Currently, the literature generally supports mini-batch SGD (particularly using adaptive learning rate variants like RMSprop or Adam) as achieving the best performance in terms of both optimization metrics and computational time for large deep learning models.
The "Neural Networks Part 3: Learning and Evaluation" lecture of the CS231n course is a good reference -- see the "In practice..." and "Additional References" portions of the "Second-order methods" section. The first paper linked in that latter section, "Large Scale Distributed Deep Networks", is Google's 2012 paper introducing their distributed "DistBelief" system (replaced by TensorFlow after assessing its shortcomings), along with comparisons of a distributed, asynchronous SGD ("Downpour SGD") vs a distributed L-BFGS ("Sandblaster L-BFGS") algorithm. It was shown that the mini-batch SGD approach (particularly, the "adagrad" variant of SGD) is able to achieve a better overall test accuracy than their distributed L-BFGS, and it is able to do it faster.
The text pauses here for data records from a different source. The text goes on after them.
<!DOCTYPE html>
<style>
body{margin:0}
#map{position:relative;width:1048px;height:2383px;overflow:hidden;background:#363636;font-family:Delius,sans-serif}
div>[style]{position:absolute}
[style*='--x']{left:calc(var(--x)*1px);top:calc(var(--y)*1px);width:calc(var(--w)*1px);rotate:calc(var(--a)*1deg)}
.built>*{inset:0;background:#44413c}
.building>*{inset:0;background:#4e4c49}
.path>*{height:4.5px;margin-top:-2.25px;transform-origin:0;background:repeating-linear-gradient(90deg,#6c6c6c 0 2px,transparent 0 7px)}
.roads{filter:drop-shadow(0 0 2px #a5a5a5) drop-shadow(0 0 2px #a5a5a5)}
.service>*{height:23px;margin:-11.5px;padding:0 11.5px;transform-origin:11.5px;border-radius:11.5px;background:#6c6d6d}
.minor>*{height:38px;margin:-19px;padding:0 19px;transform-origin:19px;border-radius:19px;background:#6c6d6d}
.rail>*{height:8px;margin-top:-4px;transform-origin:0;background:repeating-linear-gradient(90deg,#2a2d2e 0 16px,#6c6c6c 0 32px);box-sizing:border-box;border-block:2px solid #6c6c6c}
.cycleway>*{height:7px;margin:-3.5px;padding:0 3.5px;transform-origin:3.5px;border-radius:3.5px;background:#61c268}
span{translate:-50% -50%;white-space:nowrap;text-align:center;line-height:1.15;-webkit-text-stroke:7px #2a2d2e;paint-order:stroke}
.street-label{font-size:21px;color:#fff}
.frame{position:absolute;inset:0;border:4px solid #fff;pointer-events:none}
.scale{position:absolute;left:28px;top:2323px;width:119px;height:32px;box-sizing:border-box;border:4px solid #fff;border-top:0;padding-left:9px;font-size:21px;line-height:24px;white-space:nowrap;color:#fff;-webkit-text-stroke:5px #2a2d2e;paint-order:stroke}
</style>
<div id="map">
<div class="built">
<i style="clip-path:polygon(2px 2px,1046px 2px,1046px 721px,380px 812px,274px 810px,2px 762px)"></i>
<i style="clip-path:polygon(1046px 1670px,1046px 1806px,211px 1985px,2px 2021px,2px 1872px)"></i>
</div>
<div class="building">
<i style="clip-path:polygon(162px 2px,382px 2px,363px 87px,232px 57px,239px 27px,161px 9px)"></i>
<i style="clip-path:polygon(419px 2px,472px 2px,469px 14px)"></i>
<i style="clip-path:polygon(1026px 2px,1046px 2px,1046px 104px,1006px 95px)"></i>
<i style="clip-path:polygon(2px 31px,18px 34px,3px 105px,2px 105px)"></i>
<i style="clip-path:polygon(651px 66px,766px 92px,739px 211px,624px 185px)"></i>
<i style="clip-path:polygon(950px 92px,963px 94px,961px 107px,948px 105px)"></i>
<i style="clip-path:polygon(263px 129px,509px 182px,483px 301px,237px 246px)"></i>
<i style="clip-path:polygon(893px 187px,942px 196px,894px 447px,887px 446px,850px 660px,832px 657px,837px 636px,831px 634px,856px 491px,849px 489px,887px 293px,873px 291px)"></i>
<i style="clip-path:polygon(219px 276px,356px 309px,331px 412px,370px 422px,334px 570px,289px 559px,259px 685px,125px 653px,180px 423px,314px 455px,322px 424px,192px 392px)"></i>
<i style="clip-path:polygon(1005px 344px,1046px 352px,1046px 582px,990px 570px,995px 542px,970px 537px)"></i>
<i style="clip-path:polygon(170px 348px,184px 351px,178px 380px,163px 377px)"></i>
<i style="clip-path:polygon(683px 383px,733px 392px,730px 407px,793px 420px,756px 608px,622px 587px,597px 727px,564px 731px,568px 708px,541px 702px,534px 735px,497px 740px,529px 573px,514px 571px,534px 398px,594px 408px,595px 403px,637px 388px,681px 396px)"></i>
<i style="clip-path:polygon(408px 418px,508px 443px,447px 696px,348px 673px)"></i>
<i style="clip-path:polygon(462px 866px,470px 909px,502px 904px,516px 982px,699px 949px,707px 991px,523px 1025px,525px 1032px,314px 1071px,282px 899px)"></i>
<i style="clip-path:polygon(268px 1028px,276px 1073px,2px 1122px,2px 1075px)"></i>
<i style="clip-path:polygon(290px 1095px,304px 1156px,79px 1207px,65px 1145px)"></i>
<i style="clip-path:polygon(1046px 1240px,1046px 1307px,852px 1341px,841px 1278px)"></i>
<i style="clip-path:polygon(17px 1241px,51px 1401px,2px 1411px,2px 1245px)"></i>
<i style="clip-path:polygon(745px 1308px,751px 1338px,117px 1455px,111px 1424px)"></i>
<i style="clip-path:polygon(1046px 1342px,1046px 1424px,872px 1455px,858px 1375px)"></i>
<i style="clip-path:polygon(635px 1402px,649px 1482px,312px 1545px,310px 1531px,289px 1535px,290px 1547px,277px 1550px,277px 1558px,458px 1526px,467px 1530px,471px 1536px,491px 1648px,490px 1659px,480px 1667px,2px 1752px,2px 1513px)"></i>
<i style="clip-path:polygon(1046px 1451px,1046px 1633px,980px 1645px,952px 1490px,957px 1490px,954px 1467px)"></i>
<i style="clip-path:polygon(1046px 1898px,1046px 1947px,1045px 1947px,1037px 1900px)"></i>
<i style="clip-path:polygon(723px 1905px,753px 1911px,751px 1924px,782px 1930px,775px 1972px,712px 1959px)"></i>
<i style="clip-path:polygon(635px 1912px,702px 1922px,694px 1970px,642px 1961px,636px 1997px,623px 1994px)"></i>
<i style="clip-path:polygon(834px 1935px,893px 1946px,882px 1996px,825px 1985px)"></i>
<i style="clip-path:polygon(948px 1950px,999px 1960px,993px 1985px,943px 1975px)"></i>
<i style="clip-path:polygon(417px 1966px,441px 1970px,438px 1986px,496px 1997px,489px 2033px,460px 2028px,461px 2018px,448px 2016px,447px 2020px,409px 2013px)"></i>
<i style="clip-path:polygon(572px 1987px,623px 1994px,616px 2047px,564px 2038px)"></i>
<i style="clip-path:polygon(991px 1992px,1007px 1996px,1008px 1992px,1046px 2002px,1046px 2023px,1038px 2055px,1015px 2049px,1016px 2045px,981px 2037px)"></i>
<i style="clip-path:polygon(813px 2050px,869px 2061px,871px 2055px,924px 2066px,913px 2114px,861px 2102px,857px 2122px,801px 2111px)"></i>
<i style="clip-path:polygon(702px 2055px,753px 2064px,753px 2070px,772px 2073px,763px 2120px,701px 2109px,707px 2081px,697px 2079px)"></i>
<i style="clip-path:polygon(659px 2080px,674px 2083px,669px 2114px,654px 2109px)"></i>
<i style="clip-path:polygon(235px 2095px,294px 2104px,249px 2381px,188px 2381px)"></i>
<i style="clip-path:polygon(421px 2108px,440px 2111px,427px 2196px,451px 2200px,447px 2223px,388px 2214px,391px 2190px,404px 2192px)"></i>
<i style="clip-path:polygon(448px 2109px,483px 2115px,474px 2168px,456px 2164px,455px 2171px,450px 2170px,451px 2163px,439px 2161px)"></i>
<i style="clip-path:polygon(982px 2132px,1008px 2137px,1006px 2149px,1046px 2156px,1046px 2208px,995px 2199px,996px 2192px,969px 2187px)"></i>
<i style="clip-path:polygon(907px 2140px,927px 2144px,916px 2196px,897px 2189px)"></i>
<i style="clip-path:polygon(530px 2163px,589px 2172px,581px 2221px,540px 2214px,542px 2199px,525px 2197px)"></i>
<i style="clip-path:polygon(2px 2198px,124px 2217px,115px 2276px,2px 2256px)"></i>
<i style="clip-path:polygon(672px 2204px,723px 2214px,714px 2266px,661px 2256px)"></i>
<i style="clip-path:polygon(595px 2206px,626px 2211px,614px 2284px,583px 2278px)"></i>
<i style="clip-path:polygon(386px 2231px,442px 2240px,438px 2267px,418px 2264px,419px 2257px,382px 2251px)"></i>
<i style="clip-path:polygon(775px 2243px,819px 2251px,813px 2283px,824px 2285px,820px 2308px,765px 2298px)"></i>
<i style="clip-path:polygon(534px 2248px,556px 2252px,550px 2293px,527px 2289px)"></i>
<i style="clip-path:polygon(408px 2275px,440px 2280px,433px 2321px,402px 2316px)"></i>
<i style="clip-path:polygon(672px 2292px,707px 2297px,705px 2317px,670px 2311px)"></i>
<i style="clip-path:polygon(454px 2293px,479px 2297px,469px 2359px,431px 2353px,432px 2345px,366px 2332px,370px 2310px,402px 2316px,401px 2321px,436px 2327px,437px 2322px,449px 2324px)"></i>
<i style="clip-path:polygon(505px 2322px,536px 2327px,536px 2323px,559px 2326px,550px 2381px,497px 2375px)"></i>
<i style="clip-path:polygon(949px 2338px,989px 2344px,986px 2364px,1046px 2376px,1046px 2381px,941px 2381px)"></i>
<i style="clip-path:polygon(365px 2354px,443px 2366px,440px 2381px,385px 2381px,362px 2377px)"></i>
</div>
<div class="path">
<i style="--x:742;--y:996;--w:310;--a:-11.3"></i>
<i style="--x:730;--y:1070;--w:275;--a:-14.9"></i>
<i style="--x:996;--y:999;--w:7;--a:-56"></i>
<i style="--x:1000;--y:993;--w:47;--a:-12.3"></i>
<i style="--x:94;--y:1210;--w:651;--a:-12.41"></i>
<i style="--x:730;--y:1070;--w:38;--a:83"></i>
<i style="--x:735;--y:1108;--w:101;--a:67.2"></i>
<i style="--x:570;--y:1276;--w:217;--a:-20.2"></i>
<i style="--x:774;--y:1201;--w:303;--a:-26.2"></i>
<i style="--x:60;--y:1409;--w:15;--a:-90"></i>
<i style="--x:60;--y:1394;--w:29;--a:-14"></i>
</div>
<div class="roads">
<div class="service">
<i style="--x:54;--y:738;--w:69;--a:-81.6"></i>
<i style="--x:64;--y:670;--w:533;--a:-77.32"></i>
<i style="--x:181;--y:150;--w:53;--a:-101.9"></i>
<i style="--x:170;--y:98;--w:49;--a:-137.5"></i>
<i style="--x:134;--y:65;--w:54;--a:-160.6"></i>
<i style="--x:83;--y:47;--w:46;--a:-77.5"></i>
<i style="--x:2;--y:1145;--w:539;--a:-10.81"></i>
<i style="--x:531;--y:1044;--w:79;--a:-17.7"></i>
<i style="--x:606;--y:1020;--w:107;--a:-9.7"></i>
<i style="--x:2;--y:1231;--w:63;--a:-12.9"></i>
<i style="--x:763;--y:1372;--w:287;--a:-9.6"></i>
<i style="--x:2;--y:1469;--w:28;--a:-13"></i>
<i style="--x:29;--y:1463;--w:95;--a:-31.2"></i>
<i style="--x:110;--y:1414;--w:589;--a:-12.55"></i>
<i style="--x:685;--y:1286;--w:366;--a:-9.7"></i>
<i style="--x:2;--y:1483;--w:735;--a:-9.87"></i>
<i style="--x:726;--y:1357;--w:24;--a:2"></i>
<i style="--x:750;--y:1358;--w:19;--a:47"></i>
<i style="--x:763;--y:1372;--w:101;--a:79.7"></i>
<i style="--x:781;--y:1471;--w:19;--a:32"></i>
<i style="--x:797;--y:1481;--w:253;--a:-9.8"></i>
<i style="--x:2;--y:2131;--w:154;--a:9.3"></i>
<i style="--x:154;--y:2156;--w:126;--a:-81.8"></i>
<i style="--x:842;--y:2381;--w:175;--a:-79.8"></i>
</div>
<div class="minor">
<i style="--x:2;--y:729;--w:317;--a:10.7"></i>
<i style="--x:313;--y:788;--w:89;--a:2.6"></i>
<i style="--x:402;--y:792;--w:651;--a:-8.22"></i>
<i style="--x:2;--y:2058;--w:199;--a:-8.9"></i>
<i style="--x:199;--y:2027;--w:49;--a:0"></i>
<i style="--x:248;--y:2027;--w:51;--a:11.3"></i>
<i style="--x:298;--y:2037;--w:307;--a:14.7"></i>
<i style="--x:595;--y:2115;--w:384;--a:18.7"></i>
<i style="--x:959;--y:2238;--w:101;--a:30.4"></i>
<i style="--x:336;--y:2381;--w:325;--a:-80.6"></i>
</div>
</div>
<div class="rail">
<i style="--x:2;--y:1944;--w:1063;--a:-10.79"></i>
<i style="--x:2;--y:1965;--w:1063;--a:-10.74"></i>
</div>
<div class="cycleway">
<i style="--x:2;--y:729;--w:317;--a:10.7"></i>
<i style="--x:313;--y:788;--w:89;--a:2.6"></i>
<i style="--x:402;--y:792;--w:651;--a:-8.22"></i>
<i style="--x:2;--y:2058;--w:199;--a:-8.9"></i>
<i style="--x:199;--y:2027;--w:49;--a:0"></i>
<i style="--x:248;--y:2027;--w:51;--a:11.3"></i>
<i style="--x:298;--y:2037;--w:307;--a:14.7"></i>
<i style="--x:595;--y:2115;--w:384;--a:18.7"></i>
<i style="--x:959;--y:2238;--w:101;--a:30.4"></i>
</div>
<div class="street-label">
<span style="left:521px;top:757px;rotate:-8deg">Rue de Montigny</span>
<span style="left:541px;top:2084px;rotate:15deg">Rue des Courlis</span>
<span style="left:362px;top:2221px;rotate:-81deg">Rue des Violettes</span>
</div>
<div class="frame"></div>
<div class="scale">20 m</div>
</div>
Then, a Google followup in 2016 (https://arxiv.org/abs/1604.00981) found that a distributed synchronous + backup workers mini-batch SGD approach produces better test accuracy, and is computationally faster, than the previous distributed asynchronous SGD.
TL;DR: Favor a synchronous, adaptive learning rate SGD approach that is distributed over larger mini-batches with backup workers while training large deep learning models.